Abstract

The blood schizontocidal chloroquine (CQ) and the tissue schizontocidal and gametocytocidal primaquine (PQ) remain the mainstay treatment of Plasmodium vivax and Plasmodium ovale infections for more than six decades. The review focuses on the clinical pharmacokinetic studies of both drugs in Thai population that have provided useful information for clinical application in the treatment of malaria.  There appears to be no major differences in the pharmacokinetics of both drugs with respect to the influences of ethinicity, acute phase malaria infection, and G6PD status. The increase in systemic exposure of CQ and/or its metabolite mono-desethylchlorooquine (DECQ) following oral administration could be due to change in the absorption kinetics during acute phase infection. The high clinical efficacy of CQ for treatment of P. vivax infection in Thailand supports this benefitial pharmacokinetic change.
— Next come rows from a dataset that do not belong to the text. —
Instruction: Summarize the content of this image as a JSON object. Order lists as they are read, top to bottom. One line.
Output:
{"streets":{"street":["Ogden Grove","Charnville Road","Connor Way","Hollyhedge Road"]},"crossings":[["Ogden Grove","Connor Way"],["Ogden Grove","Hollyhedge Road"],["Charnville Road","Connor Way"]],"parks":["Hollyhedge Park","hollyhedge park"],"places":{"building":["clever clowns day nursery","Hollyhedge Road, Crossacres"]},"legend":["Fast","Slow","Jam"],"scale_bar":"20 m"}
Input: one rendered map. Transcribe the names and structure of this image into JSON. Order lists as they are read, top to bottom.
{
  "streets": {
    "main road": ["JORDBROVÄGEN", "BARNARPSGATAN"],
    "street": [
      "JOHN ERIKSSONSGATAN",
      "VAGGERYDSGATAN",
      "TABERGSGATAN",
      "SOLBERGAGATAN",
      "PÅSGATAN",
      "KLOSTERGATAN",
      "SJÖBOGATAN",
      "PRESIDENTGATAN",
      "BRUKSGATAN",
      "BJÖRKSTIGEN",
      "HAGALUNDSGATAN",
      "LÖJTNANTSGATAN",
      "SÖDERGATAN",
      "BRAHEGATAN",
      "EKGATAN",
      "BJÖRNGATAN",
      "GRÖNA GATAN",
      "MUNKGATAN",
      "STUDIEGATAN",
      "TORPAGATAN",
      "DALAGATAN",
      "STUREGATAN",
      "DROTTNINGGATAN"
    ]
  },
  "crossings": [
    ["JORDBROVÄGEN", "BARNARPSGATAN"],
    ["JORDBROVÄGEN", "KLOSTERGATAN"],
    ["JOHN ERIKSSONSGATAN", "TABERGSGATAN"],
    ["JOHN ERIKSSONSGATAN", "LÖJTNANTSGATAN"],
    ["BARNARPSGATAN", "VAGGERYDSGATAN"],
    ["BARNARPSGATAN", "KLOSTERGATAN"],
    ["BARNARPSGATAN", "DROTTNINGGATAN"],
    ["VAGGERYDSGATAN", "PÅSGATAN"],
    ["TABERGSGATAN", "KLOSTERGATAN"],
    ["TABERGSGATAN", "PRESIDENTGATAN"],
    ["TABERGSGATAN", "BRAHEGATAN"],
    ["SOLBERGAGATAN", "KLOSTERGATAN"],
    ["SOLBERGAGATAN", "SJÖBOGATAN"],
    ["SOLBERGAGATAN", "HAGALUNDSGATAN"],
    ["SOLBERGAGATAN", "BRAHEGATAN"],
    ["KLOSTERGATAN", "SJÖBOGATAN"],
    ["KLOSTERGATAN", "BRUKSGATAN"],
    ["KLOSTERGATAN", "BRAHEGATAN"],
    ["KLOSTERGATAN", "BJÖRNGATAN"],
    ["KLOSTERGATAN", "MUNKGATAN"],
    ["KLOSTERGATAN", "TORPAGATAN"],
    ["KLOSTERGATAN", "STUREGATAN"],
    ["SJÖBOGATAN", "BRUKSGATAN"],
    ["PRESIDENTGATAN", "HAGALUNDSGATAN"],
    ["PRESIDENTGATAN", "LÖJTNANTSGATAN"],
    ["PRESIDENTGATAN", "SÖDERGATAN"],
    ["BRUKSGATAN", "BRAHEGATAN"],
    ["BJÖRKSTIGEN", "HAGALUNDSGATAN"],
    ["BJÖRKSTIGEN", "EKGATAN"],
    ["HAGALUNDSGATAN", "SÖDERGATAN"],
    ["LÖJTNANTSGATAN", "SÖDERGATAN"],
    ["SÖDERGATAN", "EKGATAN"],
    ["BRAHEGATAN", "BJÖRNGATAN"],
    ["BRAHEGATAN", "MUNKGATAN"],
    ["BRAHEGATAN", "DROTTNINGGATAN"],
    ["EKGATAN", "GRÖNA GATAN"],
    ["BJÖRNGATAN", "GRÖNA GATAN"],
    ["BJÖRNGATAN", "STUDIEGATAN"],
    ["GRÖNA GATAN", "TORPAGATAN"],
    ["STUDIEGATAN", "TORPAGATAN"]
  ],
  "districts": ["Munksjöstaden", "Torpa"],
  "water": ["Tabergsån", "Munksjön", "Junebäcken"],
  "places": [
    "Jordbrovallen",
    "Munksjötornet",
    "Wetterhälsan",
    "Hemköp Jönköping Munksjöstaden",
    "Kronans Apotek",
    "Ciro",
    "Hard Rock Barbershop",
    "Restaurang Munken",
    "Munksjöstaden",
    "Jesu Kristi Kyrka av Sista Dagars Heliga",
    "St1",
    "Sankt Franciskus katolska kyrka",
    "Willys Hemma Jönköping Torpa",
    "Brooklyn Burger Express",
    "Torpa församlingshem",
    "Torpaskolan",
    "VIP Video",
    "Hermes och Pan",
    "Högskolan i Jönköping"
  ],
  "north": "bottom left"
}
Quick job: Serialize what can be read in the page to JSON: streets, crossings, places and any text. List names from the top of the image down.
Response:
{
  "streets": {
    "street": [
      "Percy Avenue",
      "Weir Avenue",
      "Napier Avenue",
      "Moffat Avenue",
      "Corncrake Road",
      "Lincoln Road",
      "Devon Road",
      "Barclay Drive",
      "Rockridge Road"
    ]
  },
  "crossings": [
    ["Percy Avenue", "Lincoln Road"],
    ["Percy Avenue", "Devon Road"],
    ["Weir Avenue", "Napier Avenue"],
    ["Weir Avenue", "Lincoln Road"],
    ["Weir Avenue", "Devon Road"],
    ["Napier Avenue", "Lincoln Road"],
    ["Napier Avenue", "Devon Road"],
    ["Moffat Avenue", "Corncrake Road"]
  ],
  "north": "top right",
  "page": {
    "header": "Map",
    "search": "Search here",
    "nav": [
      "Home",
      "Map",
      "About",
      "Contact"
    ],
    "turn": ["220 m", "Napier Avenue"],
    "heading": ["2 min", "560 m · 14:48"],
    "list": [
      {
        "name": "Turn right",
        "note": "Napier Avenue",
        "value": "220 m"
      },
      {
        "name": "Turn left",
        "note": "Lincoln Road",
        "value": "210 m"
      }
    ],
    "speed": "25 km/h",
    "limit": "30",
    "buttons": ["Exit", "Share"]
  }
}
Transiently high and toxic plasma/whole blood concentrations of CQ following intravenous infusion at high rate is explained by the pharmacokinetic characteristics of CQ.  Pharmacokinetics of PQ following repeated dosing in most studies appears to be similar to that following a single dosing. This suggests that auto-inhibition of PQ metabolism during multiple dosing is unlikely. Co-administration of CQ, dihydroartemisinin-piperaquine (DHA-PIP), and pyronaridine-artesunate (PYR-ARS) significantly altered the pharmacokinetics of PQ. In the presence of these drugs, PQ exposure was significantly increased. The apparent volume of distribution of PQ was reduced when co-administered with PYR-ARS. In addition, plasma concentrations of CPQ were significantly increased in the presence of CQ.  Clinical relevance of these interactions needs to be confirmed. Key words: Malaria, pharmacokinetics, chloroquine, primaquine, Thai population.

Highlights

  • Malaria remains a major public health problem in many countries of the world

  • The current review focuses on the clinical pharmacokinetic studies of both drugs in Thai population that have provided useful information for clinical application in the treatment of malaria

  • This review summarizes findings of the nine pharmacokinetic investigations in relation to the four main issues (Table 2), that is the pharmacokinetic change following multiple dosing of PQ (Greaves et al, 1980; Fletcher et al, 1981; Ward et al, 1985; Singhasivanon et al, 1991), the relationship between patients’ glucose-6-phosphate dehydrogenase (G6PD) status and PQ and/or CPQ pharmacokinetics (Greaves et al, 1980; Fletcher et al, 1981; Na-Bangchang et al, 1994), the influence of the acute phase malaria infection on pharmacokinetics of PQ, and the pharmacokinetic interactions between PQ and the concurrently administered antimalarial drugs (Edwards et al, 1993; Na-Bangchnag et al, 1994b; Hanboonkunpakarn et al, 2014; Jittamala et al, 2015)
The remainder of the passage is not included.